A screen is made of a piece of porous, finely woven fabric called mesh stretched over a frame of aluminium or wood. Originally human hair then silk was woven into screen mesh; currently most mesh is made of man-made materials such as steel, nylon, and polyester. Areas of the screen are blocked off with a non-permeable material to form a stencil, which is a negative of the image to be printed; that is, the open spaces are where the ink will appear.
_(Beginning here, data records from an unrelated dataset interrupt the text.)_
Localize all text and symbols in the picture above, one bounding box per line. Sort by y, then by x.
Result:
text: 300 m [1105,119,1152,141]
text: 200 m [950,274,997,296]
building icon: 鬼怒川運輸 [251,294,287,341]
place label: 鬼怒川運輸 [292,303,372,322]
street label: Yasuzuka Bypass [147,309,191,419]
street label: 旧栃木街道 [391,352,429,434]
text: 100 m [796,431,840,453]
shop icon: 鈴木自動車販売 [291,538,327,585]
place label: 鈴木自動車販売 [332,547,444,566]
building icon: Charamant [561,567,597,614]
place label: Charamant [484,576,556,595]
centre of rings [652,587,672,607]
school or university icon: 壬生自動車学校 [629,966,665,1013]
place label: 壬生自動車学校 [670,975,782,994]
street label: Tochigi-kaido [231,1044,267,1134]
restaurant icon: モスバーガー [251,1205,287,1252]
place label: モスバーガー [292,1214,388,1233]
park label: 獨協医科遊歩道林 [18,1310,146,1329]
The screen is placed on top of a substrate such as paper or fabric. Ink is placed on top of the screen, and a fill bar (also known as a floodbar) is used to fill the mesh openings with ink. The operator begins with the fill bar at the rear of the screen and behind a reservoir of ink. The operator lifts the screen to prevent contact with the substrate and then using a slight amount of downward force pulls the fill bar to the front of the screen. This effectively fills the mesh openings with ink and moves the ink reservoir to the front of the screen. The operator then uses a squeegee (rubber blade) to move the mesh down to the substrate and pushes the squeegee to the rear of the screen. The ink that is in the mesh opening is pumped or squeezed by capillary action to the substrate in a controlled and prescribed amount, i.e. the wet ink deposit is proportional to the thickness of the mesh and or stencil. As the squeegee moves toward the rear of the screen the tension of the mesh pulls the mesh up away from the substrate (called snap-off) leaving the ink upon the substrate surface with the image that is required. With modern digital technologies, it’s now able to replicate these processes with less set-up and instant print directly onto most surfaces.